### Action item
Look through the listing below and write out exactly the lines from the line with "0,100% 100%,50% 72%,0" to the line with "const poly = rows", both included, and no others.

### Listed entries
>>>>
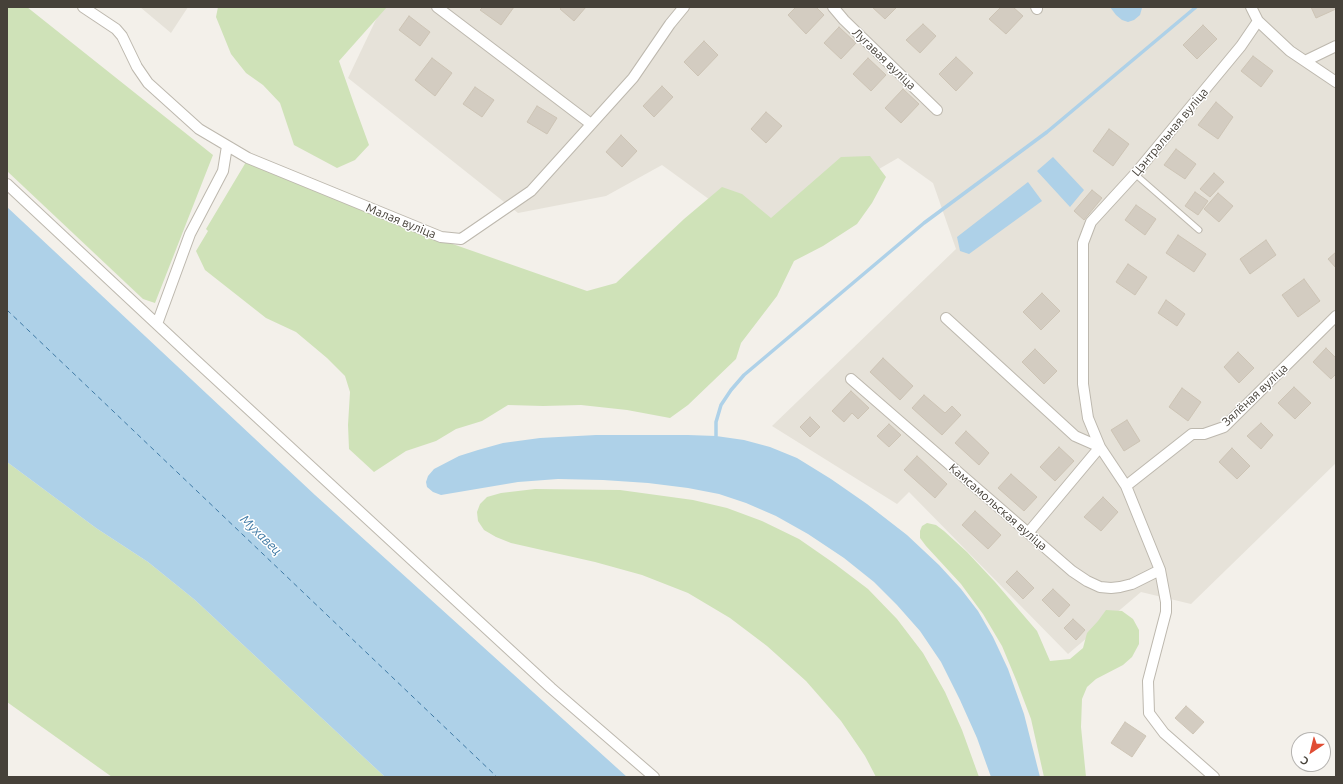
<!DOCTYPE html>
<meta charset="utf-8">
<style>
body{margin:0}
#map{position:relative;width:1343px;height:784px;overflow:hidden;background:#f3f0ea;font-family:Ubuntu,sans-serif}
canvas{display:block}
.frame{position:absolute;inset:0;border:8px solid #464139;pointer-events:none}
.north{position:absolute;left:1291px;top:732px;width:40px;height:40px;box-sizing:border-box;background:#fff;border:1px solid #b5b3b0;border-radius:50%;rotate:215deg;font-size:11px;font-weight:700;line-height:16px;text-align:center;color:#464139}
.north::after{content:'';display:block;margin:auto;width:14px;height:18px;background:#e04d34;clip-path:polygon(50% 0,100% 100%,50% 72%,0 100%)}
</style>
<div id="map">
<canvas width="1343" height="784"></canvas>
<div class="frame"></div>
<div class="north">С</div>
</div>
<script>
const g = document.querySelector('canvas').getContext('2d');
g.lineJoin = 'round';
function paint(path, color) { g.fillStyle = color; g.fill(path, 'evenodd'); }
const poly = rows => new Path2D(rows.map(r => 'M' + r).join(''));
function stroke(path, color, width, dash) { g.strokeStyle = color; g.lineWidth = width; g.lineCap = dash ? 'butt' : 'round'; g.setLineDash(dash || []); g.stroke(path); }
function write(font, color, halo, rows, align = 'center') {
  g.font = font + ' Ubuntu,sans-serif'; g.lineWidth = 3; g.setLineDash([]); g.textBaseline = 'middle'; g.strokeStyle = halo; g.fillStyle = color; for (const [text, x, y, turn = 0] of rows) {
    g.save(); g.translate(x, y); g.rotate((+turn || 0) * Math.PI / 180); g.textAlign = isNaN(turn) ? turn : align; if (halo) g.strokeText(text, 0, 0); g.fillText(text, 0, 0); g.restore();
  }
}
paint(poly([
 [140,7,188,7,171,33],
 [382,7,1336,7,1336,463,1191,604,1141,592,1068,654,909,492,897,504,772,426,956,249,933,183,898,158,761,237,662,165,606,196,518,213,348,78]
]), '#e6e2d9');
paint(poly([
 [7,7,27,7,213,155,155,303,143,299,7,171],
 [218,7,387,7,339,61,354,104,369,145,355,160,337,168,294,145,280,103,263,85,246,73,231,54,216,17],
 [870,156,886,177,872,203,857,224,823,246,794,261,777,296,741,343,736,359,688,405,670,418,627,410,581,405,543,406,508,405,482,421,456,429,436,441,406,451,374,472,349,449,348,425,350,392,345,376,327,358,296,332,266,318,205,270,196,251,208,231,206,229,246,162,404,227,587,291,616,283,684,219,722,187,742,194,771,218,841,157],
 [7,462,96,528,148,562,195,600,385,777,112,777,7,702],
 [535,489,620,490,693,500,727,508,762,521,799,539,835,564,868,589,897,619,923,653,945,692,962,730,979,777,876,777,865,756,841,721,806,681,767,646,730,618,688,593,642,575,595,562,511,543,496,537,484,530,478,521,477,512,480,504,487,497,501,493],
 [927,523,936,525,944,531,967,552,995,582,1037,631,1050,661,1070,659,1083,648,1087,633,1098,621,1106,610,1122,611,1133,619,1139,630,1139,644,1132,657,1123,665,1096,679,1087,687,1082,699,1081,727,1086,777,1044,777,1031,719,1017,682,1002,646,983,614,961,584,926,546,920,538,920,531,922,526]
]), '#cfe2b8');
paint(poly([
 [1110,7,1141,7,1142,8,1140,15,1134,20,1128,22,1122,20,1116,15],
 [1053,157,1084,190,1070,207,1037,171],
 [1028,182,1042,201,969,254,960,251,957,237],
 [7,207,315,495,627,777,385,777,195,600,148,562,96,528,7,462],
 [596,435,688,435,716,436,744,440,770,447,797,458,831,479,867,504,907,535,939,565,961,589,978,611,993,637,1008,669,1024,714,1040,777,991,777,977,738,960,700,941,662,920,631,897,605,874,582,844,558,808,534,776,516,746,503,719,494,688,488,648,483,603,480,558,479,518,482,441,495,433,492,427,487,426,482,428,476,434,469,459,456,478,450,503,443,540,438]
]), '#aed1e8');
stroke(poly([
 [716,436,716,422,721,405,731,390,744,375,924,223,1047,132,1196,7]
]), '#aed1e8', 3.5);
stroke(poly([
 [7,310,497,777]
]), '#3f7aa5', 1, [5, 4]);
const building = poly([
 [483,7,514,7,501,25,480,10,483,7],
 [562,7,586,7,574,21,560,9,562,7],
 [796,7,816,7,824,15,806,34,788,15,796,7],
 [872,7,897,7,885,19,872,7],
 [1001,7,1013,7,1023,16,1006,34,989,19,1001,7],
 [1311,7,1336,7,1336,9,1316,18,1311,7],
 [409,16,430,32,420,46,399,30,409,16],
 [923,24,936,36,920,53,906,40,923,24],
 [1203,25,1217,39,1197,59,1183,45,1203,25],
 [839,27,856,43,841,59,824,43,839,27],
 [704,41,718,55,698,76,684,62,704,41],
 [1253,56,1273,71,1261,87,1241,71,1253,56],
 [956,57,973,73,956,91,939,74,956,57],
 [432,58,452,73,435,96,415,80,432,58],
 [868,58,886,75,871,91,853,74,868,58],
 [662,86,673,97,654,117,643,106,662,86],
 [475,87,494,100,482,117,463,104,475,87],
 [903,89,919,104,901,123,885,108,903,89],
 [1216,102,1233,117,1218,139,1198,125,1216,102],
 [537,106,557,118,547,134,527,122,537,106],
 [766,112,782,126,766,143,751,129,766,112],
 [1109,129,1129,144,1113,166,1093,151,1109,129],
 [621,135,637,151,622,167,606,152,621,135],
 [1176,149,1196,164,1185,179,1164,165,1176,149],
 [1214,173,1224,182,1210,197,1200,189,1214,173],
 [1092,190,1102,198,1084,220,1074,211,1092,190],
 [1195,192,1208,201,1198,215,1185,206,1195,192],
 [1218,193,1233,206,1219,222,1204,209,1218,193],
 [1136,205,1156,219,1145,235,1125,220,1136,205],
 [1178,235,1206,254,1194,272,1166,253,1178,235],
 [1266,240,1276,255,1250,274,1240,259,1266,240],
 [1336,252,1336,268,1328,259,1336,252],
 [1128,264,1147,277,1135,295,1116,282,1128,264],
 [1304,279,1320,301,1298,317,1282,295,1304,279],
 [1042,293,1060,311,1041,330,1023,312,1042,293],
 [1166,300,1185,314,1177,326,1158,313,1166,300],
 [1326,348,1336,358,1336,374,1331,379,1313,362,1326,348],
 [1035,349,1057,371,1044,384,1022,362,1035,349],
 [1238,352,1254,368,1239,383,1224,367,1238,352],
 [883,358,913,386,900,400,870,372,883,358],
 [1294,387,1311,403,1295,419,1278,403,1294,387],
 [1182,388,1201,402,1188,421,1169,407,1182,388],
 [851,391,869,408,858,419,852,413,844,422,832,411,851,391],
 [924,395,945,413,952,406,961,415,942,435,912,408,924,395],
 [810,417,820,427,810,437,800,427,810,417],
 [1127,420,1140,441,1124,451,1111,430,1127,420],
 [1261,423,1273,435,1261,449,1247,436,1261,423],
 [889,424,901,435,889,447,877,436,889,424],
 [966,431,989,453,979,465,955,443,966,431],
 [1059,447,1074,461,1055,481,1040,467,1059,447],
 [1232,448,1250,466,1237,479,1219,462,1232,448],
 [917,456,947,484,935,498,904,470,917,456],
 [1011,474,1037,497,1024,511,998,488,1011,474],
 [1103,497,1118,512,1101,531,1084,517,1103,497],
 [975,511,1001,535,988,549,962,525,975,511],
 [1017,571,1034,588,1023,599,1006,582,1017,571],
 [1053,589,1070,605,1059,617,1042,600,1053,589],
 [1073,619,1085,630,1076,640,1064,628,1073,619],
 [1186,706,1204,722,1193,734,1175,718,1186,706],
 [1125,722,1146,736,1132,757,1111,743,1125,722]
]);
paint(building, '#d3ccc1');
stroke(building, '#cdc4b5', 1);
const lane = poly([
 [1135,174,1199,230]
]);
const street = poly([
 [83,7,116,29,122,36,137,67,148,83,199,129,248,158,441,237,461,239,531,191,633,78,670,24,684,7],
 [437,7,591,124],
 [833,7,844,20,937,110],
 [1036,7,1037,9],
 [1258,21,1290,51,1336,82],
 [1305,61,1336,46],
 [7,184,191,356,551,688,654,777],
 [946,318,1075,436,1100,447,1028,533],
 [157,324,190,234,223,171,227,146],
 [851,379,1072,571,1087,581,1100,587,1111,588,1120,587,1132,584,1160,570],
 [1126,486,1192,434,1204,434,1224,427,1336,316],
 [1214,777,1164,733,1149,713,1148,681,1166,612,1166,602,1160,570,1126,486,1100,447,1088,418,1083,384,1083,243,1091,222,1135,174,1241,46,1258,21,1251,7]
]);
stroke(lane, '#bdb8ae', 7);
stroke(street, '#bdb8ae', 12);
stroke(lane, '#fff', 5);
stroke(street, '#fff', 10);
write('12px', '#464139', '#fff', [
 ["Лугавая вуліца",884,59,44],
 ["Цэнтральная вуліца",1170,132,-50],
 ["Малая вуліца",401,221,22],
 ["Зялёная вуліца",1255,395,-43],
 ["Камсамольская вуліца",998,507,41]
]);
write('italic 13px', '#3f7aa5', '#fff', [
 ["Мухавец",261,535,44]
]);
</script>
<<<<
### Exercise answer
.north::after{content:'';display:block;margin:auto;width:14px;height:18px;background:#e04d34;clip-path:polygon(50% 0,100% 100%,50% 72%,0 100%)}
</style>
<div id="map">
<canvas width="1343" height="784"></canvas>
<div class="frame"></div>
<div class="north">С</div>
</div>
<script>
const g = document.querySelector('canvas').getContext('2d');
g.lineJoin = 'round';
function paint(path, color) { g.fillStyle = color; g.fill(path, 'evenodd'); }
const poly = rows => new Path2D(rows.map(r => 'M' + r).join(''));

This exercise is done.